La question du libre arbitre anime philosophes et neuroscientifiques, entre autres chercheurs, depuis toujours ou presque. Des expériences de mesure des signaux cérébraux, menées entre les années 1960 et 1980, ont conduit de nombreux neuroscientifiques à croire que notre cerveau prenait des décisions avant que l'on en ait conscience et que les actions humaines sont initiées par des ondes électriques qui ne reflètent pas une pensée libre et consciente. Une nouvelle recherche, publiée le 27 avril dans la revue Trends in Cognitive Science, soutient un autre point de vue qui redonne sens à la notion de libre arbitre.
La théorie du potentiel de préparation de Benjamin Libet
“Cette nouvelle perspective sur les données bouleverse la façon dont des découvertes bien connues ont été interprétées, affirme Adina Roskies, professeure de philosophie au Dartmouth College, qui a co-écrit l’article scientifique.
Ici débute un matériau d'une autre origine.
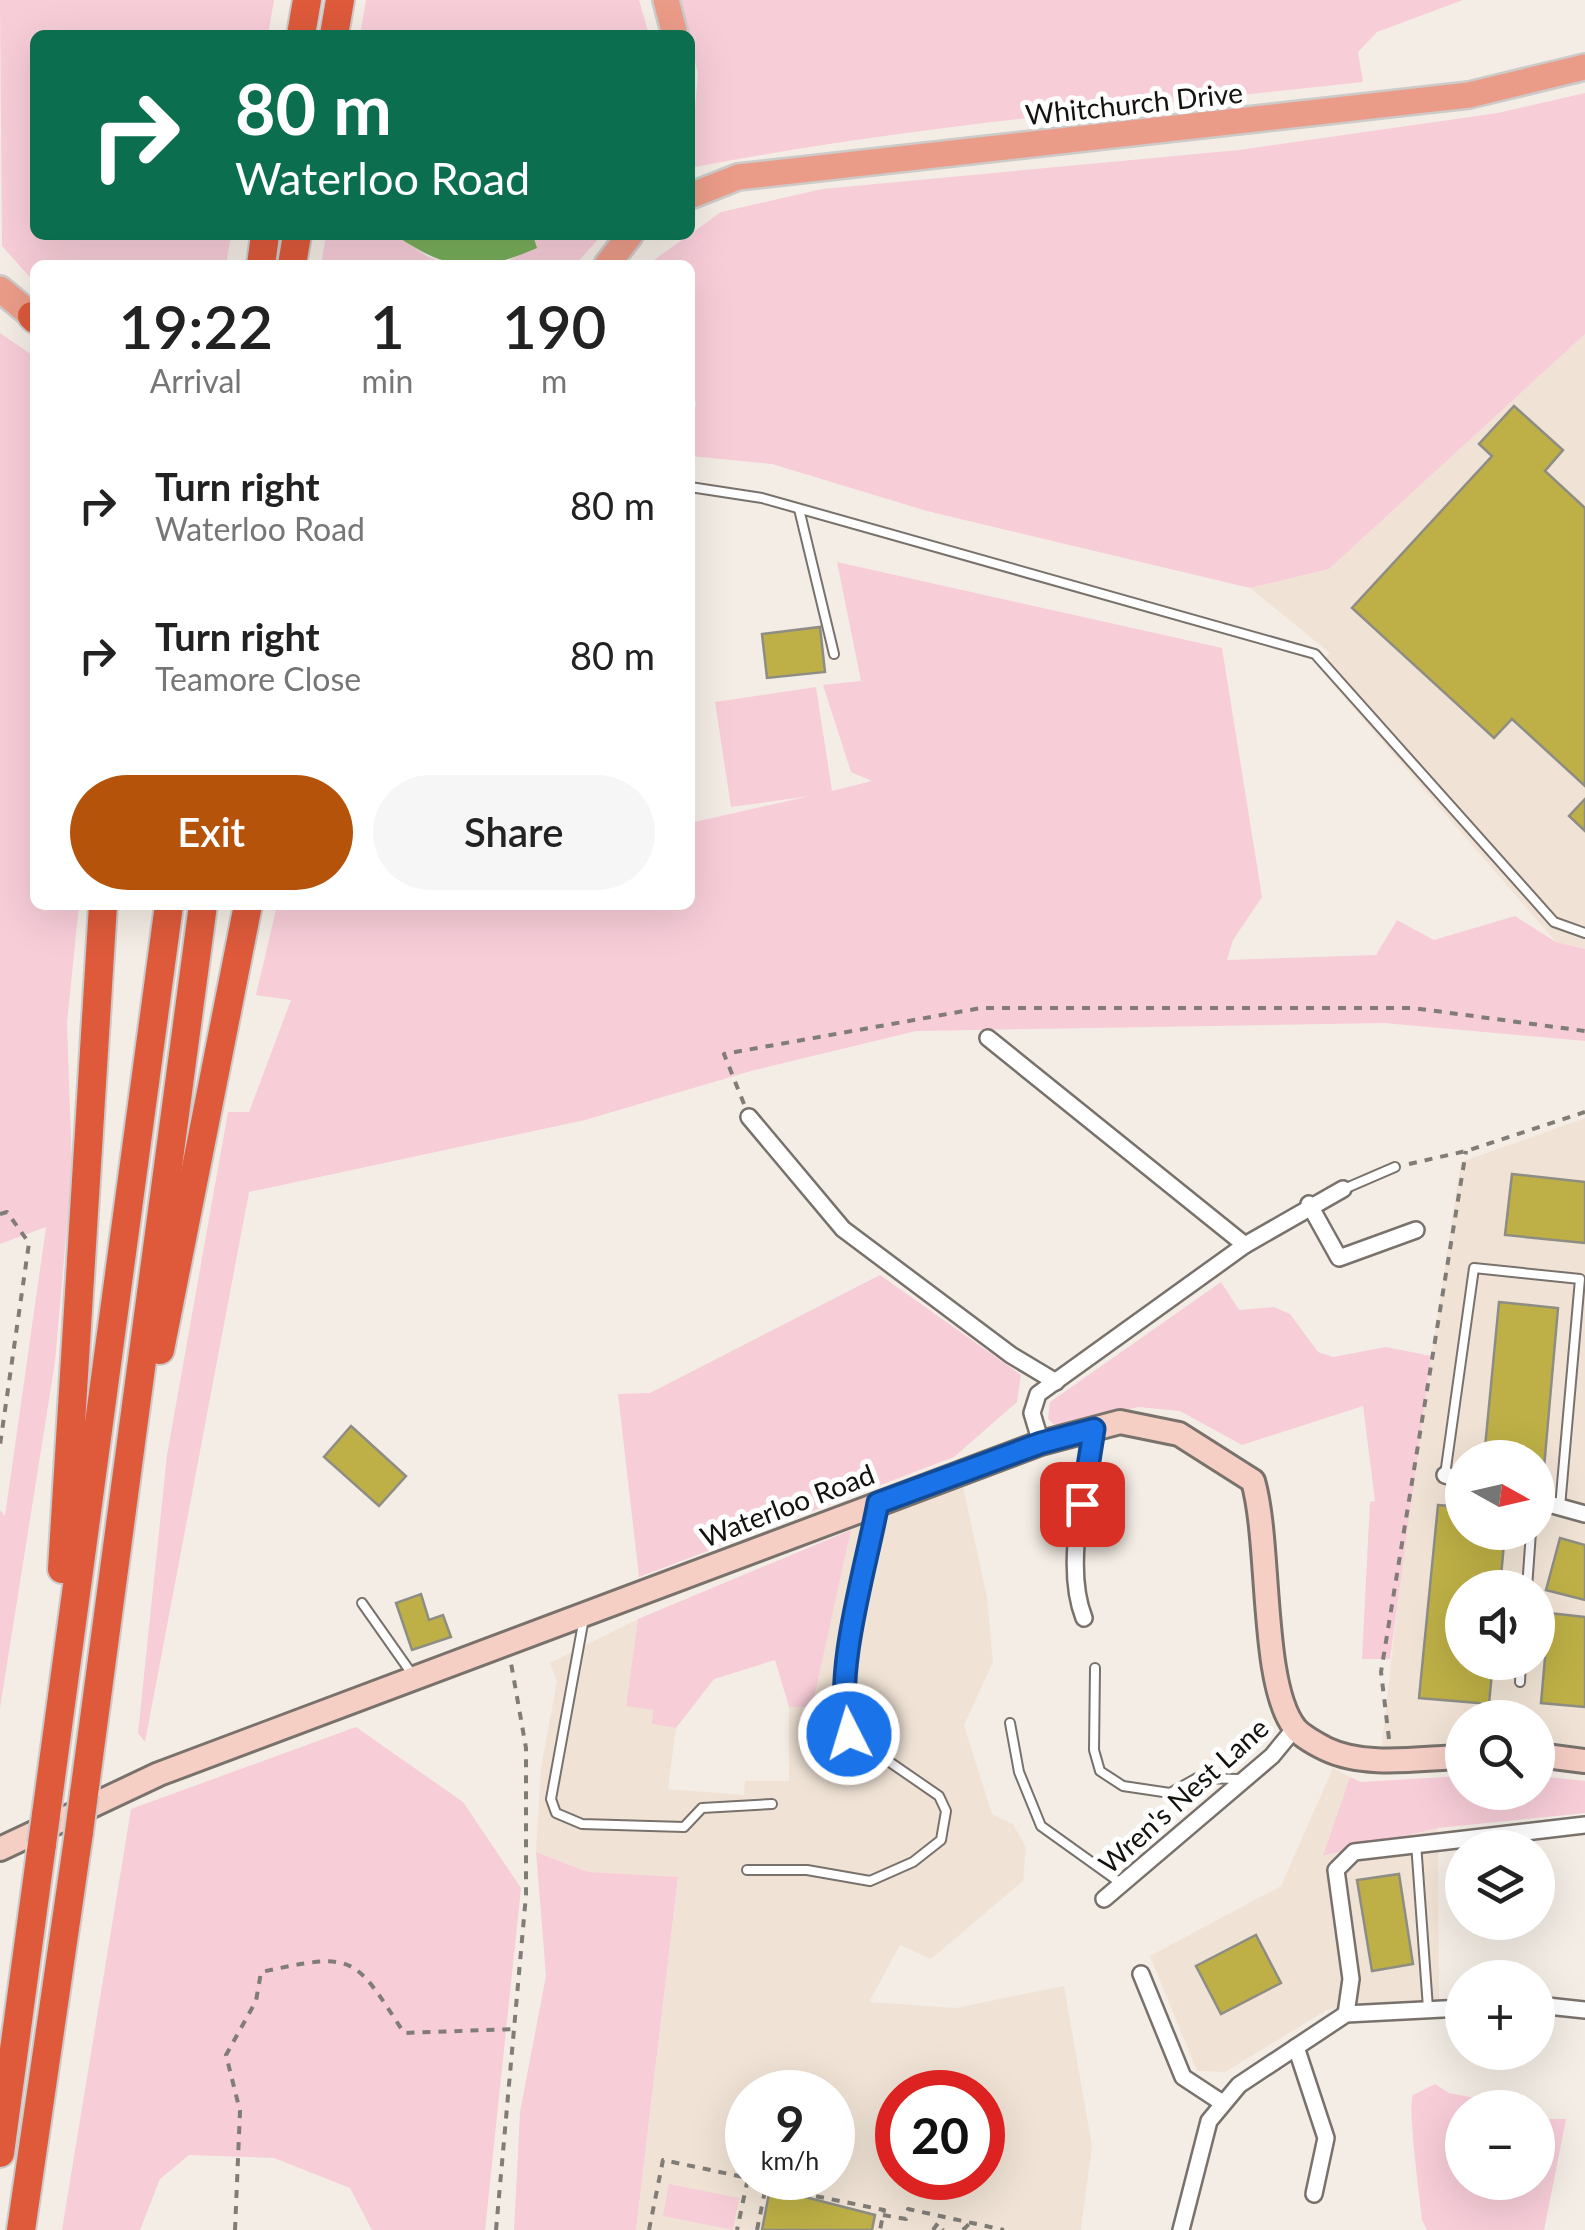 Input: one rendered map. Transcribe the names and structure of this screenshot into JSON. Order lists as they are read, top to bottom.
{
  "streets": {
    "main road": ["Whitchurch Drive"],
    "street": ["Waterloo Road", "Wren's Nest Lane"]
  },
  "crossings": [
    ["Waterloo Road", "Wren's Nest Lane"]
  ],
  "north": "right",
  "page": {
    "turn": ["80 m", "Waterloo Road"],
    "eta": [
      "19:22",
      "Arrival",
      "1",
      "min",
      "190",
      "m"
    ],
    "list": [
      {
        "name": "Turn right",
        "note": "Waterloo Road",
        "value": "80 m"
      },
      {
        "name": "Turn right",
        "note": "Teamore Close",
        "value": "80 m"
      }
    ],
    "buttons": ["Exit", "Share"],
    "map_buttons": ["+", "−"],
    "speed": "9 km/h",
    "limit": "20"
  }
}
La nouvelle interprétation rend compte des données tout en sapant toutes les raisons de penser qu'elle défie le libre arbitre.” Les données précédemment utilisées par les chercheurs pour défendre la thèse d’absence de libre arbitre se fondent sur des mesures par électroencéphalogrammes d’étude de l’activité cérébrale.
Ces recherches ont eu pour objet de mesurer le moment où les signaux électriques commencent à se former dans le cerveau par rapport au moment où une personne est consciente de son désir d’action. Les résultats ont montré que ces signaux, baptisés “potentiel de préparation”, se forment avant la prise de conscience. Un mouvement de pensée, notamment soutenu par le neurophysiologiste Benjamin Libet, s’est alors formé et s’appuie sur le fait que si le potentiel de préparation se produit avant qu'une personne ait une pensée consciente de bouger, le libre arbitre ne pourrait être responsable ni de l'accumulation de signaux électriques ni du mouvement ultérieur.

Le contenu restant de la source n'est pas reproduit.